Non ci sono dei sintomi che si possono imputare solo a questa malattia, tante volte un’uveite (infiammazione dell’occhio) o una stomatite (infiammazione delle gengive) possono farla sospettare, ma non può essere confermata se non con la ricerca anticorpale. L’esame del sangue e la ricerca degli anticorpi con i test più diffusi in commercio, danno una significativa certezza di diagnosi. Alcuni soggetti però possono essere solo sieropositivi (test positivo ma assenza di malattia) solo con l’evoluzione dell’eventuale malattia si potrà stabilire l’esatta gravità dell’infezione. Dalla descrizione risulta che la malattia è grave e anche se si evolverà nell’arco degli anni probabilmente porterà ad un esito infausto legato alle complicazione delle altre malattie concomitanti. Non ci sono farmaci specifici (gli antivirali utilizzati nell’uomo hanno molto effetti collaterali), l’unico farmaco che ha dato un significativo prolungamento della vita dell’animale è l’interferone, ma anch’esso non risolve il problema.

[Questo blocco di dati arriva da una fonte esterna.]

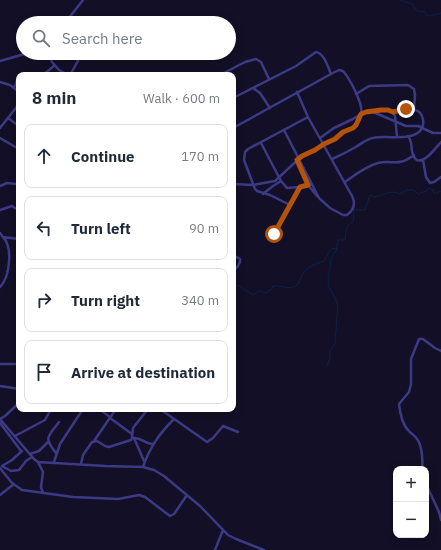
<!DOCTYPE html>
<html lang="en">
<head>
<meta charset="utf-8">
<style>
  body { margin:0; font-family:"IBM Plex Sans",sans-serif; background:#f2f2f3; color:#1f2937 }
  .controls { position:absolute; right:12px; bottom:12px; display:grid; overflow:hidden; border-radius:8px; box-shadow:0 2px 10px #0003 }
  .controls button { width:36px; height:36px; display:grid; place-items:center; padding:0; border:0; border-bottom:1px solid #e0e1e3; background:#fff; color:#1f2937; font:20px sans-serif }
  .stop { position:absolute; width:12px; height:12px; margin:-9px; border:3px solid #b45309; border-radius:50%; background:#fff }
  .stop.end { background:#b45309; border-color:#fff; box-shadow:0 1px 4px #0008 }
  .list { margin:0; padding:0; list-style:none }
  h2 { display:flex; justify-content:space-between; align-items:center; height:52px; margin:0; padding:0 16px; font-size:17px }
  h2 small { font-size:13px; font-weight:400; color:#747a83 }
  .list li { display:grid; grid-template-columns:26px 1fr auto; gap:12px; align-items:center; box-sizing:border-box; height:64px; margin:0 8px 8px; padding:0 8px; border:1px solid #e0e1e3; border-radius:8px }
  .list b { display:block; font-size:15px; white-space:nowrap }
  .list em { font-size:13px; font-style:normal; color:#747a83 }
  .icon { flex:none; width:22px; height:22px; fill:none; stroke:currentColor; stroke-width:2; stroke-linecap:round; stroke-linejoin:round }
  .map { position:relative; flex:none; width:441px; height:550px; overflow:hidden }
  .search { position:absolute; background:#fff; box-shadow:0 2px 10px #0003; left:16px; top:16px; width:220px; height:44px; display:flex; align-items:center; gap:10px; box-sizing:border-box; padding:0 14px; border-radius:22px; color:#747a83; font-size:15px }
  .panel { position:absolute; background:#fff; box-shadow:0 2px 10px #0003; left:16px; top:72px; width:220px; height:340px; border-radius:8px }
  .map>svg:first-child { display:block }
</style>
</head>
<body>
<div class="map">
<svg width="441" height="550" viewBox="0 0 441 550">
  <rect width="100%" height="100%" fill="#130f26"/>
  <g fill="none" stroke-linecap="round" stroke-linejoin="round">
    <path stroke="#0c2248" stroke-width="1" d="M400,0L412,4L416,10L420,12L425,11L426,15L430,16L441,13
      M233,285L239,286L253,295L259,291L266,293L272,289L273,286C281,285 289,290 296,286C300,283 300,278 302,275C307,266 316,264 324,261C329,255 327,248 337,248
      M327,366L330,358V351L335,344L337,315C337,312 338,309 338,306C337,300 330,290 328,285L329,279L328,274L330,270L331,258L336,251L338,240H345C346,233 345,226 353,222L354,210H365L370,195L375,197C384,195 391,189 400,194L407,190H414L418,194L426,191L429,188L433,190L434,194L441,191"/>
    <path stroke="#3d3a85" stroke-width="2.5" d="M65,23L83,0
      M48,53L52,62L59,70L68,75
      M0,61L28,53
      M19,75L21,74L25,75
      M43,75L55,65
      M70,75L78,61L72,53
      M220,75L245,62L256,59L261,62L269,79
      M0,82L10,85L19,92
      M14,88L19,75
      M253,88L260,93L270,108
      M356,94L369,86L408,85L414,89L415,95L414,109
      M233,98L296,66L316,52C324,53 328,67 331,74
      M373,112L406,126H418L433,133H441
      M361,114C370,111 385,108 393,112L395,116L397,137
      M8,118L19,126
      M0,128L19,104
      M233,128L331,74L339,70L343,71C350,79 364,105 361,114L353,119L334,128L320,138
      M284,130L319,198L330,208L343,215H347C354,210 356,204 352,196L308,117L297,92
      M408,136C412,141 411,145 412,151C417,174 435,149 441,142
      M0,138L19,149
      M261,143L281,181L287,188L300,187L311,184
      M332,159C339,156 347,152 354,148C360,145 366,139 373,138C386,135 408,141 419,132C426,126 424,112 415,110C408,108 400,111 393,112
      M423,160L426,177L430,183L434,182L441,177
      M297,161L308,185L317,196
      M345,182C355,175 366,166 378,163C393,159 397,168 414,155
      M233,184L253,185L275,181L302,156L315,150L324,144L335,139L343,132L353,128L359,120L360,115
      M0,186L7,183L16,184
      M263,194L273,186L281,181
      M290,205L270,195L257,191L255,189L244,160L245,152L248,149L308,117
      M0,210L12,206L18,210L19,213
      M0,233L3,237L19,239
      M274,234L300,188
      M233,255L240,259V262L238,266L233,272
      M0,287C10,277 13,247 3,237
      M0,364H19
      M0,386L19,389
      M99,409L110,417
      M160,409L207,442L213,438L223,426L238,432
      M110,418L132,434
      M0,419L34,459L38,462L105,466L143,467L154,470L164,476L200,506L228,535L236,539L264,550
      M0,419L5,416L19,403
      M0,423L21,451
      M15,436L45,420L51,409
      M133,438C141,437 145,444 153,444
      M134,438L144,461
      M94,441L116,409
      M56,453C43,437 48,437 59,422
      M30,454L39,451L48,442
      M38,462L43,472L41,487L43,493
      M54,462L60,444L83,409
      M81,464L83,455L92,442L97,441L105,446L109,447L131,440L132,438L133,428L148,409
      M2,466L11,471L19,470L26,461L32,457
      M2,466L12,460L22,451
      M143,467C150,447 159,434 174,419
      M0,468L12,483L22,490L73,497L118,499L139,495L145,497L170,516L174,514L187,495
      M422,469C423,461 422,445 417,439C415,435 411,434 408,430C402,424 400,413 399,404L409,392L411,384V359L419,339H423L435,348L441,351
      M426,484L439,512L441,520
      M0,495L14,484
      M215,550L223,530"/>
  </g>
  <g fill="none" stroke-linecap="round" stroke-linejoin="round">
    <path stroke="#b45309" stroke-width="5" d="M274,234L300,187L308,185L297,160L302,156L315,150L324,144L335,139L343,132L353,128L356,125L361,114L366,112L381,110H388L393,112L406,109"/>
  </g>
</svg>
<div class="controls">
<button>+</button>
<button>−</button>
</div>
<div class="stop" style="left:274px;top:234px"></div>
<div class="stop end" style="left:406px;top:109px"></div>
<div class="search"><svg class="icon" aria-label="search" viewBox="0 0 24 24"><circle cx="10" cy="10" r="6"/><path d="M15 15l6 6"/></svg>Search here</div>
<section class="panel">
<h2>8 min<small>Walk · 600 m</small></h2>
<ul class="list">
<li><svg class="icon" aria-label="ahead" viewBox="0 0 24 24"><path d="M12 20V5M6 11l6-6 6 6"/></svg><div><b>Continue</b></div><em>170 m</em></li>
<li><svg class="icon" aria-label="left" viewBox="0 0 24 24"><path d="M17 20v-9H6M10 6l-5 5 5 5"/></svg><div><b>Turn left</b></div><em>90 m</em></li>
<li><svg class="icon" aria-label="right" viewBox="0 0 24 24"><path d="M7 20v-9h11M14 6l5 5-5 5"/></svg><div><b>Turn right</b></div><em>340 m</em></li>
<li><svg class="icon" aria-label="arrive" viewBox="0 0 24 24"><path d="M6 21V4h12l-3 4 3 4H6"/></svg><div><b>Arrive at destination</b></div></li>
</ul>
</section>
</div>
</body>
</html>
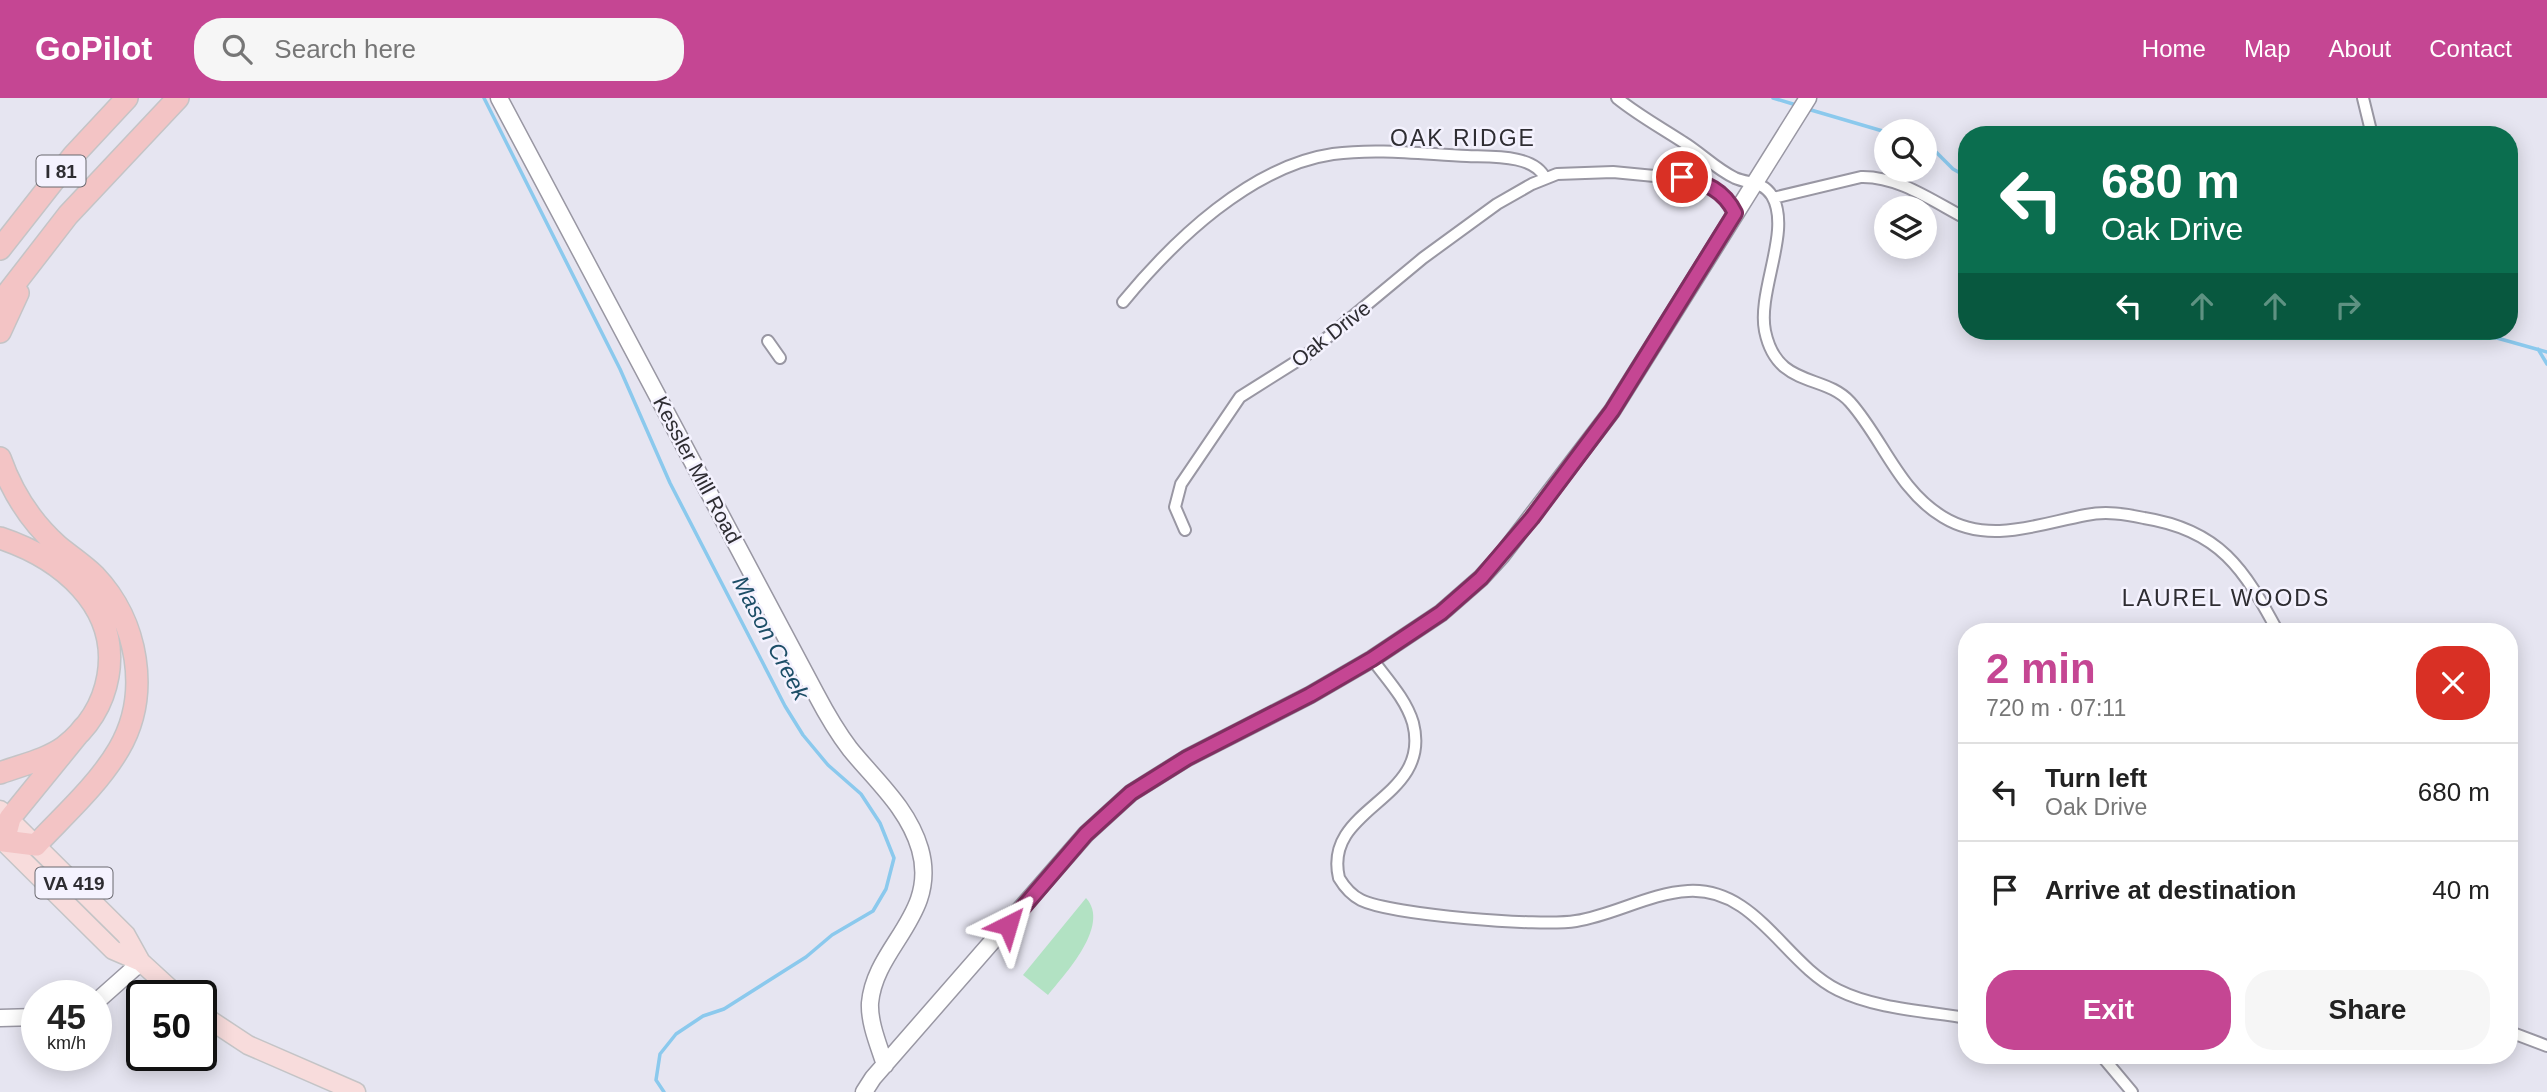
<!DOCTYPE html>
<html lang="en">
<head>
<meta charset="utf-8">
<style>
	body { margin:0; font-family:Helvetica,sans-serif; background:#f6f6f6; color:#222; height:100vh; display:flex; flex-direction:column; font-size:26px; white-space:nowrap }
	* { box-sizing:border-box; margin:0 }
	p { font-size:23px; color:#767676 }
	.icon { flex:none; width:38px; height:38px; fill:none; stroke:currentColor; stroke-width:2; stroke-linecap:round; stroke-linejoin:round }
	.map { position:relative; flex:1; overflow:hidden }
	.side { position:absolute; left:1958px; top:525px; width:560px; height:441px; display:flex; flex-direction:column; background:#fff; border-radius:28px; box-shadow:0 4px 18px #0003 }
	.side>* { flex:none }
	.hud { position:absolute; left:1958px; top:28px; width:560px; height:214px; border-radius:28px; box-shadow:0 4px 18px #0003; background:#0b6e4f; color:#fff; overflow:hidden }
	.fabs { position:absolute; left:1874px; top:21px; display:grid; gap:14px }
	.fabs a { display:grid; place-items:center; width:63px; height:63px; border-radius:50%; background:#fff; box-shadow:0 4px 18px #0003; font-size:35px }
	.speed { position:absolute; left:21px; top:882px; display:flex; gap:14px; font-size:35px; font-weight:700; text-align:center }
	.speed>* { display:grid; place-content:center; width:91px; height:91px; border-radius:50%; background:#fff; box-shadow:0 4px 18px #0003; line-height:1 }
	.speed small { font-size:18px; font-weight:400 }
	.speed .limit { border:4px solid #111; border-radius:10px; background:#fff; color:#111 }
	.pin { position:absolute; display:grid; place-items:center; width:60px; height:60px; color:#fff; margin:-30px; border:4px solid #fff; border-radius:50%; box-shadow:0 2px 7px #0007 }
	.me { position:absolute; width:77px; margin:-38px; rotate:40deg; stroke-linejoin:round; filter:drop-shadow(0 0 5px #0008) }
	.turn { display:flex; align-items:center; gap:24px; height:147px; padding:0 28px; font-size:32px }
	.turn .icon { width:91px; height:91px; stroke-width:2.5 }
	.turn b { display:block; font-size:49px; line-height:60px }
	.lanes { display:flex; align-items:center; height:66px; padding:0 28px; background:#0003; justify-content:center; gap:35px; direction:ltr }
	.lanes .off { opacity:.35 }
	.round { display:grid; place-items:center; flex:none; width:74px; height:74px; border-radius:28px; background:#f6f6f6 }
	.overview { display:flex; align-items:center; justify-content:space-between; height:119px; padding:0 28px }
	h1 { font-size:42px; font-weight:700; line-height:52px; color:#c54693 }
	.button { display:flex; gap:14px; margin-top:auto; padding:14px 28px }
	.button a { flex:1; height:80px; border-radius:28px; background:#c54693; color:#fff; font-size:28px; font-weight:700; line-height:80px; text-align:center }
	.button a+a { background:#f6f6f6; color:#222 }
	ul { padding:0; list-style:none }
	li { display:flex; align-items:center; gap:21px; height:98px; padding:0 28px; border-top:2px solid #e0e0e0 }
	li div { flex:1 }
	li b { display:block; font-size:26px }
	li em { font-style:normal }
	header { display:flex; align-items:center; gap:42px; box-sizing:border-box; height:98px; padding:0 35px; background:#c54693; color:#fff }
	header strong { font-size:33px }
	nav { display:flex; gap:38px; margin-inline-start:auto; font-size:24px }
	.search { width:490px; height:63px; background:#f6f6f6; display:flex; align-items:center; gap:18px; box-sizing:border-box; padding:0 24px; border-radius:28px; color:#767676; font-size:26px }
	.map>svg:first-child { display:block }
	.green { fill:#b2e2c3 }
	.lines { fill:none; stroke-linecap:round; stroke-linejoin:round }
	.stream { stroke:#8bc9ed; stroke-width:3.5 }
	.street-casing { stroke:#9997a3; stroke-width:14 }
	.secondary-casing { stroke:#9997a3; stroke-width:19 }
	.primary-casing { stroke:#c4c4c6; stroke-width:21 }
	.highway-casing { stroke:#c4c4c6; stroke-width:24 }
	.street { stroke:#fff; stroke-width:10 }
	.secondary { stroke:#fff; stroke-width:16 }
	.primary { stroke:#f8dcdc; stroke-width:18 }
	.highway { stroke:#f3c4c5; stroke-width:21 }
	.route-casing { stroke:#802e60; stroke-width:18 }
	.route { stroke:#c54693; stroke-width:12 }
	.labels { text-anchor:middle; stroke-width:5; stroke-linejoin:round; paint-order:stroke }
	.shield { fill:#f4f2fe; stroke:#69686f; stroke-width:2 }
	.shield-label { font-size:19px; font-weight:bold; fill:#2e2d32 }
	.street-label { font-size:21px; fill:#2e2d32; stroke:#f4f2fe }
	.neighbourhood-label { font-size:23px; letter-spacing:2px; fill:#2e2d32; stroke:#f4f2fe }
	.water-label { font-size:23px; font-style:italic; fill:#1d4e67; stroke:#f4f2fe }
</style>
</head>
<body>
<header>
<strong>GoPilot</strong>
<div class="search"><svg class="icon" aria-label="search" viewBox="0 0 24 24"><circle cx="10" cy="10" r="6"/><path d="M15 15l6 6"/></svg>Search here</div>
<nav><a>Home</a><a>Map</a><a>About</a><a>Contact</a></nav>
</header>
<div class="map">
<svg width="2547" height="994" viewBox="0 0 2547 994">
	<rect width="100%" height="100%" fill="#e6e5f1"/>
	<path class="green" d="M1086 800C1111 827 1065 876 1048 897L1023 877Z"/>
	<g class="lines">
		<path class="stream" d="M484 0 620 271 670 385 785 608 803 637 828 667 861 696 880 725 894 760 886 791 873 813 832 837 806 859 724 911 703 918 676 936 660 956 656 982 664 994
			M1773 0 1793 6
			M1811 12 1886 34
			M1925 43 1953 71 1967 79
			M2310 233 2345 240 2402 233 2497 240 2547 254
			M2538 251 2547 266"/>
		<g class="street-casing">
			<path id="street" d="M1617 0C1638 17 1660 29 1683 44 1701 55 1716 71 1735 80 1749 86 1763 83 1772 98 1792 132 1757 193 1765 233 1777 291 1824 275 1850 304 1883 341 1898 392 1943 419 1989 447 2038 426 2086 417 2106 413 2125 416 2144 420 2220 432 2244 471 2278 534
				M2363 0 2372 37
				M1773 100 1861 79C1899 78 1934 104 1967 121
				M1123 204C1174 142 1251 68 1333 56 1377 50 1423 56 1467 58 1490 59 1534 56 1545 80
				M768 243 780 260
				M1185 432 1175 409 1181 386 1240 299 1305 258 1423 160 1497 106 1532 86 1557 76 1613 74 1696 82 1721 95 1735 115
				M1372 561C1386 580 1406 601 1413 625 1433 703 1322 708 1339 780 1345 790 1351 797 1361 802 1392 817 1541 829 1576 823 1614 817 1650 795 1688 793 1756 789 1784 865 1838 892 1876 911 1926 913 1967 920
				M2510 934 2547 948
				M2101 957 2132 994"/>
		</g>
		<g class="secondary-casing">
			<path id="secondary" d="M499 0 816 596C826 615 837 634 850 651 876 683 908 710 920 751 939 817 875 848 870 905 869 925 879 948 885 967
				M96 904 141 864
				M0 920 37 919
				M864 994 873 980 1086 736 1131 695 1187 660 1310 597 1372 561 1441 515 1481 480 1502 457 1612 313 1808 0"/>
		</g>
		<g class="primary-casing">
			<path id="primary" d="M0 712 126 837 141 864
				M0 740 113 852 141 864 178 898
				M201 916 248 947 356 994"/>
		</g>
		<g class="highway-casing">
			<path id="highway" d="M0 151 73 58 127 0
				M0 205 68 117 178 0
				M0 234 18 195
				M0 360C12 394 31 424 58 448 70 458 84 467 95 478 138 523 151 596 119 651 98 687 64 717 36 747L4 743 10 720 84 629
				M0 440C60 460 120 507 108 578 103 607 87 631 64 649 46 662 21 667 0 675"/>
		</g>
		<use href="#street" class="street"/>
		<use href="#secondary" class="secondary"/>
		<use href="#primary" class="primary"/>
		<use href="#highway" class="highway"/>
	</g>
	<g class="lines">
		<g class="route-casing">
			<path id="route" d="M1008 827 1086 736 1131 695 1187 660 1310 597 1372 561 1441 515 1481 480 1532 420 1612 313 1735 115C1724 92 1706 85 1682 79"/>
		</g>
		<use href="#route" class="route"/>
	</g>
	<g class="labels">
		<g class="shield">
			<rect x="36.5" y="57.5" width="49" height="31" rx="5"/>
			<rect x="35.5" y="769.5" width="77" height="31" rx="5"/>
		</g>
		<g class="shield-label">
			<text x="61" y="80">I 81</text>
			<text x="74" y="792">VA 419</text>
		</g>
		<g class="street-label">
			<text transform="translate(1331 236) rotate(-38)" y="7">Oak Drive</text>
			<text transform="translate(697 372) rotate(62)" y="7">Kessler Mill Road</text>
		</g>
		<g class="neighbourhood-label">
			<text x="1463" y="48">OAK RIDGE</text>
			<text x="2226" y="508">LAUREL WOODS</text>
		</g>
		<g class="water-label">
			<text transform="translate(771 540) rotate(62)" y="8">Mason Creek</text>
		</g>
	</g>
</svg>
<div class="fabs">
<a><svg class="icon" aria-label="search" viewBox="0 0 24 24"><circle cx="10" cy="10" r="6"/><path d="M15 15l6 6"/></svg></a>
<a><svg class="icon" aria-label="layers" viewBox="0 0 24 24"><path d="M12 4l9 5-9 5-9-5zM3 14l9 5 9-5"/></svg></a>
</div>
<div class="speed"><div>45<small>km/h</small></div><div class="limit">50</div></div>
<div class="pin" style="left:1682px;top:79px;background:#d93025"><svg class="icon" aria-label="arrive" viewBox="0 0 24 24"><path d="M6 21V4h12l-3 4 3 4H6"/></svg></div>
<svg class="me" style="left:1008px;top:827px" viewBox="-20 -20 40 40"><path d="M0-17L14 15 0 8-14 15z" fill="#c54693" stroke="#fff" stroke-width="4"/></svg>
<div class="hud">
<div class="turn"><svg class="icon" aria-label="left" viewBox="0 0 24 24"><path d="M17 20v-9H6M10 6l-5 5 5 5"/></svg><div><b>680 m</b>Oak Drive</div></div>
<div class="lanes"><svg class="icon" aria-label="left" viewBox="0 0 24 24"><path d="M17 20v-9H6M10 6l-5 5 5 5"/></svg><svg class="icon off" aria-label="ahead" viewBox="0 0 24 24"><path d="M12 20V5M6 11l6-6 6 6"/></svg><svg class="icon off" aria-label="ahead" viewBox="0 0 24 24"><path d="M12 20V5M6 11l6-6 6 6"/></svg><svg class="icon off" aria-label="right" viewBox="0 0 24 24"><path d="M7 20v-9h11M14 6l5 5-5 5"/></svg></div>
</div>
<section class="side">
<div class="overview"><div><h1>2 min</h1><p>720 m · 07:11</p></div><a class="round" style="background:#d93025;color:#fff"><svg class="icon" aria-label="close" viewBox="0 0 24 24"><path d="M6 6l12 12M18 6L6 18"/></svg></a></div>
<ul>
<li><svg class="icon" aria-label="left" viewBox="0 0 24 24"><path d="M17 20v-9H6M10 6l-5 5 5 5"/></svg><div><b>Turn left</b><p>Oak Drive</p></div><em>680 m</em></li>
<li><svg class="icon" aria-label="arrive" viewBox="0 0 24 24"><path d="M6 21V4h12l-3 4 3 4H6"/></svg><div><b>Arrive at destination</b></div><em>40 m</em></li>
</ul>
<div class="button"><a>Exit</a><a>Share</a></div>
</section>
</div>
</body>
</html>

Virus FIV, virus FeLV e immunodeficienze...
 
Passiamo all’altro virus menzionato in precedenza, il virus FeLV, quello colpevole della LEUCIEMIA FELINA. La via preferita per il contagio è rappresentata dalla saliva e dal contatto con le secrezioni nasali, per cui la condivisione di acqua e cibo portano all’infezione, meno importante ma non impossibile il contagio con feci e urina, la via transplacentare e con il latte è anch’essa meno probabile, ma pur sempre possibile. Il virus inizialmente rimane nell’orofaringe ( bocca e gola) per poi diffondersi in tutto l’organismo fino al midollo osseo. Oltre a determinare un abbassamento delle difese immunitarie, il virus è responsabile di una serie di tumori e di forti anemie che non rigenerano i globuli rossi che vengono persi. Ci sono alcuni segni clinici più caratteristici che comprendono la stomatite e le ulcere corneali tipiche proprio di questo virus. Rispetto al virus Fiv il decorso del virus FeLV solitamente è più breve e tende a manifestarsi anche in soggetti al di sotto dell’anno di età. Agendo sul sistema immunitario anch’esso predispone l’animale alle infezioni opportunistiche. Il farmaco che agisce meglio è anche in questo caso l’interferone, in presenza di tumori si può intervenire chirurgicamente, ma questo purtroppo non va alla causa scatenante. La ricerca rapida degli anticorpi con i test sul sangue è da ritenersi valida e diagnosticamene affidabile. A differenza del virus FIV, nel caso del virus FeLV esiste un vaccino che non darà una copertura completa, a causa dei diversi ceppi del virus, ma che sicuramente in parte coprirà i soggetti vaccinati. Per concludere vorrei specificare che: gli animali affetti da queste infezioni non dovrebbero in alcun modo poter diffondere ulteriormente la malattia, la sterilizzazione è indispensabile e lo è pure il mantenere l’animale all’interno della propria casa. E’ altresì consigliabile  quando il micio ha un’età di sei mesi e quando i test fatti sulla goccia di sangue mi danno una buona percentuale di attendibilità, eseguire un esame per ricercare l’eventuale presenza degli anticorpi, così da poter prevenire il più possibile in caso di positività l’aggravarsi della malattia. L’unico modo per essere sicuri al cento per cento che il mio animale non si ammali e tenerlo lontano da quei gatti che non sono stati testati, perché comunque sono virus che si prendono solo ed unicamente tramite un contatto diretto o un contatto con i secreti e gli escreti di altri gatti e non tramite l’aria.